During a financial crunch in February 2007, Landry's had to refinance bonds. "The whole senior management team got involved and got it done," Mr. Fertitta said. "I'll never forget that."

The involvement of top Jefferies executives helped the firm win business to manage Ardea Biosciences Inc.'s follow-on offerings of stock in 2010, 2011 and 2012. But when Ardea was acquired by AstraZeneca PLC in a roughly $1.3 billion deal in 2012, Ardea worked with Bank of America Merrill Lynch as financial adviser.

A Jefferies spokesman said a pre-existing merger-and-acquisition engagement with Bank of America Merrill Lynch led its bigger rival to win the Ardea deal. Jefferies, however, has continued to push hard and won subsequent work with Ardea executives when they formed a new company.

Among larger clients, Jefferies advised Valeant Pharmaceuticals International Inc. on its roughly $3.2 billion merger with Biovail Corp. announced in 2010. It has also advised Pfizer Inc.

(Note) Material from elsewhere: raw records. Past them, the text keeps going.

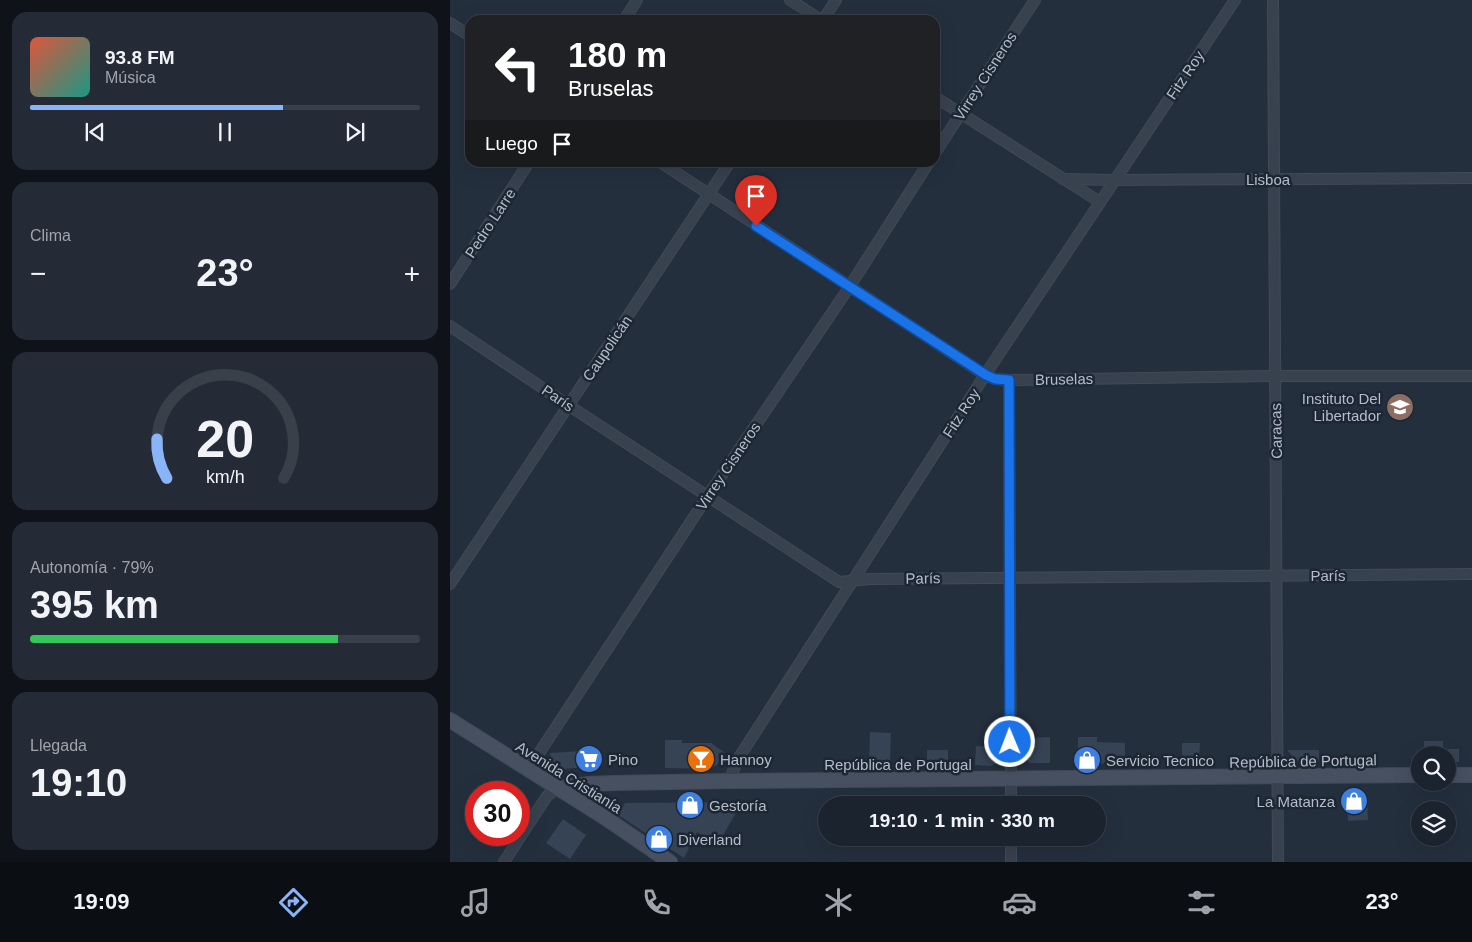 <!DOCTYPE html>
<html lang="es">
<head>
<meta charset="utf-8">
<style>
  body { margin:0; font-family:Helvetica,sans-serif; background:#242b36; color:#f1f3f6; height:100vh; display:flex; flex-direction:column; font-size:19px; white-space:nowrap }
  * { box-sizing:border-box; margin:0 }
  p { font-size:16px; color:#a0a4aa }
  .icon { flex:none; width:28px; height:28px; fill:none; stroke:currentColor; stroke-width:2; stroke-linecap:round; stroke-linejoin:round }
  .map { position:relative; flex:1; overflow:hidden }
  .sheet { display:flex; flex-direction:column; gap:12px; padding:12px; background:#0f1319; width:450px }
  .sheet>* { flex:none }
  .guide { position:absolute; left:15px; top:15px; width:475px; height:152px; border-radius:15px; box-shadow:0 5px 20px #0002,0 0 0 1px #39404a; background:#202124; color:#fff; overflow:hidden }
  .buttons { position:absolute; left:961px; top:746px; display:grid; gap:10px }
  .buttons a { display:grid; place-items:center; width:45px; height:45px; border-radius:50%; background:#1b232e; box-shadow:0 5px 20px #0002,0 0 0 1px #39404a; font-size:25px }
  .speed { position:absolute; left:15px; top:781px; display:flex; gap:10px; font-size:25px; font-weight:700; text-align:center }
  .speed>* { display:grid; place-content:center; width:65px; height:65px; border-radius:50%; background:#1b232e; box-shadow:0 5px 20px #0002,0 0 0 1px #39404a; line-height:1 }
  .speed .limit { border:8px solid #d22; background:#fff; color:#111 }
  .pin { position:absolute; display:grid; place-items:center; width:42px; height:42px; color:#fff; margin:-51px -21px; border-radius:50% 50% 50% 0; rotate:-45deg; box-shadow:0 0 5px #0007 }
  .pin .icon { rotate:45deg }
  .me { position:absolute; width:55px; margin:-28px; rotate:359deg; stroke-linejoin:round; filter:drop-shadow(0 0 4px #0008) }
  .turn { display:flex; align-items:center; gap:18px; height:105px; padding:0 20px; font-size:22px }
  .turn .icon { width:65px; height:65px; stroke-width:2.5 }
  .turn b { display:block; font-size:35px; line-height:42px }
  .then { display:flex; align-items:center; height:48px; padding:0 20px; background:#0003; gap:10px; font-size:19px }
  .big { font-size:38px; font-weight:600; line-height:1.1 }
  .sheet .card { flex:1; display:flex; flex-direction:column; justify-content:center; gap:8px; min-width:0; padding:0 18px; border-radius:15px; background:#242b36 }
  .sheet .dial { align-items:center; gap:0 }
  .dial svg { height:130px; overflow:visible; fill:none; stroke:#39404a; stroke-width:7; stroke-linecap:round; text-anchor:middle }
  .dial text { fill:#f1f3f6; stroke:none }
  .song { display:flex; align-items:center; gap:15px }
  .cover { width:60px; height:60px; border-radius:8px; background:linear-gradient(135deg,hsl(10 70% 55%),hsl(170 70% 35%)) }
  .played { height:5px; border-radius:2px; background:linear-gradient(90deg,#8ab4f8 65%,#39404a 65%) }
  .keys { display:flex; justify-content:space-around; direction:ltr }
  .heat { display:flex; justify-content:space-between; align-items:center; font-size:28px; direction:ltr }
  .charge { height:8px; border-radius:4px; background:linear-gradient(90deg,#34c759 79%,#39404a 0) }
  .trip { position:absolute; left:368px; top:796px; width:288px; height:50px; border-radius:25px; background:#1b232e; box-shadow:0 5px 20px #0002,0 0 0 1px #39404a; font-weight:600; line-height:50px; text-align:center }
  .dock { display:flex; height:80px; justify-content:space-around; align-items:center; background:#0b0e12; color:#a0a4aa }
  .dock .icon { width:35px; height:35px }
  .dock .on { color:#8ab4f8 }
  .dock b { font-size:22px; color:#f1f3f6 }
  main { display:flex; flex:1; min-height:0 }
  .map>svg:first-child { display:block }
</style>
</head>
<body>
<main>
<section class="sheet">
<div class="card">
<div class="song"><i class="cover"></i><div><b>93.8 FM</b><p>Música</p></div></div>
<div class="played"></div>
<div class="keys"><svg class="icon" aria-label="previous" viewBox="0 0 24 24"><path d="M18 5L8 12l10 7zM5 5v14"/></svg><svg class="icon" aria-label="pause" viewBox="0 0 24 24"><path d="M8 5v14M16 5v14"/></svg><svg class="icon" aria-label="next" viewBox="0 0 24 24"><path d="M6 5l10 7-10 7zM19 5v14"/></svg></div>
</div>
<div class="card"><p>Clima</p>
<div class="heat"><a>−</a><b class="big">23°</b><a>+</a></div>
</div>
<div class="card dial"><svg viewBox="0 0 100 80">
<path d="M14 69A42 42 0 1 1 86 69"/>
<path d="M14 69A42 42 0 0 1 8 45" stroke="#8ab4f8"/>
<text x="50" y="56" font-size="32" font-weight="700">20</text>
<text x="50" y="72" font-size="11">km/h</text>
</svg></div>
<div class="card"><p>Autonomía · 79%</p><b class="big">395 km</b><div class="charge"></div></div>
<div class="card"><p>Llegada</p><b class="big">19:10</b></div>
</section>
<div class="map">
<svg width="1022" height="862" viewBox="0 0 1022 862">
  <rect width="100%" height="100%" fill="#242f3e"/>
  <g fill="#364354">
    <path d="M 420,732 L 441,733 L 440,763 L 419,763 Z"/>
    <path d="M 600,737 L 600,763 L 579,763 L 574,754 L 574,738 Z"/>
    <path d="M 628,737 L 647,737 L 647,742 L 675,743 L 675,763 L 628,764 Z"/>
    <path d="M 215,740 L 232,740 L 232,743 L 261,743 L 275,753 L 267,765 L 259,769 L 215,768 Z"/>
    <rect x="974" y="741" width="19" height="14"/>
    <path d="M 732,743 L 750,743 L 749,766 L 732,765 Z"/>
    <path d="M 526,746 L 550,747 L 550,759 L 542,766 L 525,765 Z"/>
    <rect x="998" y="749" width="11" height="13"/>
    <path d="M 149,750 L 150,766 L 101,770 L 100,753 Z"/>
    <rect x="477" y="750" width="21" height="15"/>
    <path d="M 837,750 L 869,750 L 869,762 L 848,762 Z"/>
    <path d="M 897,799 L 917,799 L 918,820 L 898,821 Z"/>
    <path d="M 292,802 L 268,844 L 247,832 L 234,858 L 168,815 L 175,803 Z"/>
    <path d="M 113,819 L 136,835 L 120,859 L 96,843 Z"/>
  </g>
  <g fill="none" stroke-linecap="round" stroke-linejoin="round">
    <g stroke="#414a57" stroke-width="12">
      <g id="street">
        <path d="M 340,0 L 371,20"/>
        <path d="M 823,0 L 828,862"/>
        <path d="M 174,20 L 187,0"/>
        <path d="M 373,20 L 386,0"/>
        <path d="M 0,23 L 20,36"/>
        <path d="M 485,97 L 650,202"/>
        <path d="M 485,153 L 585,0"/>
        <path d="M 210,162 L 535,375 L 545,379 L 559,380 L 825,376 L 1022,376"/>
        <path d="M 613,179 L 665,180 L 1022,178"/>
        <path d="M 0,284 L 79,162"/>
        <path d="M 0,326 L 118,405 L 389,582 L 420,579 L 1022,574"/>
        <path d="M 559,380 L 561,805"/>
        <path d="M 0,584 L 280,162"/>
        <path d="M 78,770 L 257,497 L 400,286 L 479,162"/>
        <path d="M 279,781 L 288,759 L 535,375 L 785,0"/>
        <path d="M 561,838 L 561,862"/>
        <path d="M 54,862 L 97,796 L 107,788"/>
      </g>
    </g>
    <g stroke="#414a57" stroke-width="16">
      <g id="secondary">
        <path d="M 0,720 L 154,817 L 220,862"/>
        <path d="M 998,775 L 1022,775"/>
        <path d="M 107,788 L 139,784 L 164,783 L 279,781 L 970,775"/>
      </g>
    </g>
    <use href="#street" stroke="#38414e" stroke-width="10"/>
    <use href="#secondary" stroke="#465061" stroke-width="14"/>
  </g>
  <g fill="none" stroke-linecap="round" stroke-linejoin="round">
    <g stroke="#114b97" stroke-width="12">
      <path id="route" d="M 306,226 L 536,375 L 545,379 L 559,380 L 560,742"/>
    </g>
    <use href="#route" stroke="#1a73e8" stroke-width="9"/>
  </g>
  <defs>
    <g id="school-disc" transform="scale(1.4375)"><circle r="9.5" fill="#8d6e63" stroke="#1d2633"/><path d="M0-5L7-2L0 1L-7-2ZM-4 1L0 2.5L4 1V4Q0 6-4 4Z" fill="#fff"/></g>
    <g id="supermarket-disc" transform="scale(1.4375)"><circle r="9.5" fill="#3f7fe0" stroke="#1d2633"/><path d="M-6-5.5h2.5l.6 2H6L4.5 2H-2.5L-4.4-4H-6ZM-1.5 3.2a1.3 1.3 0 1 0 .1 0ZM3 3.2a1.3 1.3 0 1 0 .1 0Z" fill="#fff"/></g>
    <g id="bar-disc" transform="scale(1.4375)"><circle r="9.5" fill="#e8710a" stroke="#1d2633"/><path d="M-6-5H6L.8 .8V4.5H3.5V6h-7V4.5H-.8V.8Z" fill="#fff"/></g>
    <g id="shop-disc" transform="scale(1.4375)"><circle r="9.5" fill="#3f7fe0" stroke="#1d2633"/><path d="M-5-2.5h2.3a2.7 3.5 0 0 1 5.4 0H5L5.5 6h-11ZM-1.5-2.5h3a1.5 2.3 0 0 0-3 0Z" fill="#fff"/></g>
  </defs>
  <g fill-rule="evenodd">
    <use href="#school-disc" x="950" y="407"/>
    <use href="#supermarket-disc" x="139" y="759"/>
    <use href="#bar-disc" x="251" y="759"/>
    <use href="#shop-disc" x="637" y="760"/>
    <use href="#shop-disc" x="904" y="801"/>
    <use href="#shop-disc" x="240" y="805"/>
    <use href="#shop-disc" x="209" y="839"/>
  </g>
  <g text-anchor="middle" dominant-baseline="central" stroke-width="5" stroke-linejoin="round" paint-order="stroke">
    <g font-size="15" fill="#b4bcc9" stroke="#1d2633">
      <text transform="translate(735 75) rotate(-56)">Fitz Roy</text>
      <text transform="translate(535 76) rotate(-57)">Virrey Cisneros</text>
      <text x="818" y="179">Lisboa</text>
      <text transform="translate(40 223) rotate(-57)">Pedro Larre</text>
      <text transform="translate(157 348) rotate(-56)">Caupolicán</text>
      <text transform="translate(614 379) rotate(-1)">Bruselas</text>
      <text transform="translate(108 398) rotate(34)">París</text>
      <text transform="translate(511 413) rotate(-57)">Fitz Roy</text>
      <text transform="translate(826 431) rotate(-91)">Caracas</text>
      <text transform="translate(278 466) rotate(-56)">Virrey Cisneros</text>
      <text x="878" y="575">París</text>
      <text transform="translate(473 578) rotate(-1)">París</text>
      <text transform="translate(853 761) rotate(-1)">República de Portugal</text>
      <text x="448" y="764">República de Portugal</text>
      <text transform="translate(119 777) rotate(32)">Avenida Cristianía</text>
    </g>
    <g font-size="15" fill="#b4bcc9" stroke="#1d2633" text-anchor="start">
      <text x="931" y="398" text-anchor="end">Instituto Del<tspan x="931" dy="17">Libertador</tspan></text>
      <text x="158" y="759">Pino</text>
      <text x="270" y="759">Hannoy</text>
      <text x="656" y="760">Servicio Tecnico</text>
      <text x="885" y="801" text-anchor="end">La Matanza</text>
      <text x="259" y="805">Gestoría</text>
      <text x="228" y="839">Diverland</text>
    </g>
  </g>
</svg>
<div class="buttons">
<a><svg class="icon" aria-label="search" viewBox="0 0 24 24"><circle cx="10" cy="10" r="6"/><path d="M15 15l6 6"/></svg></a>
<a><svg class="icon" aria-label="layers" viewBox="0 0 24 24"><path d="M12 4l9 5-9 5-9-5zM3 14l9 5 9-5"/></svg></a>
</div>
<div class="speed"><div class="limit">30</div></div>
<div class="pin" style="left:306px;top:226px;background:#d93025"><svg class="icon" aria-label="arrive" viewBox="0 0 24 24"><path d="M6 21V4h12l-3 4 3 4H6"/></svg></div>
<svg class="me" style="left:560px;top:742px" viewBox="-20 -20 40 40"><circle r="17" fill="#1a73e8" stroke="#fff" stroke-width="3"/><path d="M0-11L8 9 0 5-8 9z" fill="#fff"/></svg>
<div class="trip">19:10 · 1 min · 330 m</div>
<div class="guide">
<div class="turn"><svg class="icon" aria-label="left" viewBox="0 0 24 24"><path d="M17 20v-9H6M10 6l-5 5 5 5"/></svg><div><b>180 m</b>Bruselas</div></div>
<div class="then">Luego<svg class="icon" aria-label="arrive" viewBox="0 0 24 24"><path d="M6 21V4h12l-3 4 3 4H6"/></svg></div>
</div>
</div>
</main>
<nav class="dock">
<b>19:09</b>
<svg class="icon on" aria-label="directions" viewBox="0 0 24 24"><path d="M12 3l9 9-9 9-9-9zM9 14v-3h6M13 9l2 2-2 2"/></svg>
<svg class="icon" aria-label="music" viewBox="0 0 24 24"><path d="M9 18V5l10-2v13"/><circle cx="6" cy="18" r="3"/><circle cx="16" cy="16" r="3"/></svg>
<svg class="icon" aria-label="phone" viewBox="0 0 24 24"><path d="M5 4h4l2 5-3 2q2 4 5 5l2-3 5 2v4C11 20 4 13 5 4z"/></svg>
<svg class="icon" aria-label="climate" viewBox="0 0 24 24"><path d="M12 3v18M4 7l16 10M4 17L20 7"/></svg>
<svg class="icon" aria-label="car" viewBox="0 0 24 24"><path d="M5 17H2v-5l4-1 3-4h7l3 4 3 1v5h-3M9 17h6M6 11h13"/><circle cx="7" cy="17" r="2"/><circle cx="17" cy="17" r="2"/></svg>
<svg class="icon" aria-label="filters" viewBox="0 0 24 24"><path d="M4 7h16M4 17h16"/><circle cx="9" cy="7" r="2"/><circle cx="15" cy="17" r="2"/></svg>
<b>23°</b>
</nav>
</body>
</html>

The firm has worked on 18 health-care deals bigger than $1 billion this year.

But sometimes it takes smaller roles with smaller fees. For representing Chiesi Farmaceutici SpA in its complete acquisition of Cornerstone Therapeutics Inc. announced in 2013, it received $800,000 in fees, compared with $2.9 million paid to Lazard Ltd. for representing Cornerstone.

Jefferies said its fees were lower because it didn't have to do as much work on the Chiesi side, partly because Chiesi already owned part of Cornerstone.

Meanwhile, bigger banks are courting Jefferies's clients as those companies expand.

"We have never worked with another bank," said Chris Tanner, chief financial officer of Cosmo Technologies Ltd., which was advised recently by Jefferies on a potential $2.7 billion deal with Salix Pharmaceuticals Ltd. (The deal was canceled.)

"We get calls from other banks all the time now," he said.

Dana Mattioli contributed to this article.